**What you need to do**
Within the entries below, how many lines carry the word "Leopoldo"? State the number and stop.

BEGIN Extracted information

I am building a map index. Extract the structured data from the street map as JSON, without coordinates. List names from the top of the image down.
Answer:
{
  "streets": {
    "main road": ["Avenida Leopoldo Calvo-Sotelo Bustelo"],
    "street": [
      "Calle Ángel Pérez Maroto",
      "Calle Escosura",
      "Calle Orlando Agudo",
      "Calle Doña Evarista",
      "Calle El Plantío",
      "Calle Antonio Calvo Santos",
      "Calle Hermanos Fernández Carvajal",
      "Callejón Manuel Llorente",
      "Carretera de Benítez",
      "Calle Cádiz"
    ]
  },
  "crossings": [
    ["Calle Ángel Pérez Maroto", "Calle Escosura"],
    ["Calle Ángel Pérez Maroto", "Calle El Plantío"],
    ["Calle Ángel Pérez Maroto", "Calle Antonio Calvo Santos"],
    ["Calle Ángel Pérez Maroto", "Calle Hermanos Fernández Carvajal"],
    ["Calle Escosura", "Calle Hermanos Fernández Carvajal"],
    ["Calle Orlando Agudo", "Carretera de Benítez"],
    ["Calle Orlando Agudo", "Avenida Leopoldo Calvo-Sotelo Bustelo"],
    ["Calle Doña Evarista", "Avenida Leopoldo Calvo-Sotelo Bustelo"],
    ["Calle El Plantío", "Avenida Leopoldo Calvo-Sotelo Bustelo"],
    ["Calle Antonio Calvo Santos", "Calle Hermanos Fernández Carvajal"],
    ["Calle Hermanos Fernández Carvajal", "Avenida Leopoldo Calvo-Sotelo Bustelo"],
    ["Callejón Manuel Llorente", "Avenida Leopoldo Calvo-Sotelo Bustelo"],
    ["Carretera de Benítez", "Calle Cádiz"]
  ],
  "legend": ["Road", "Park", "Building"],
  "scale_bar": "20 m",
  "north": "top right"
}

END Extracted information

**Result of this exercise**
6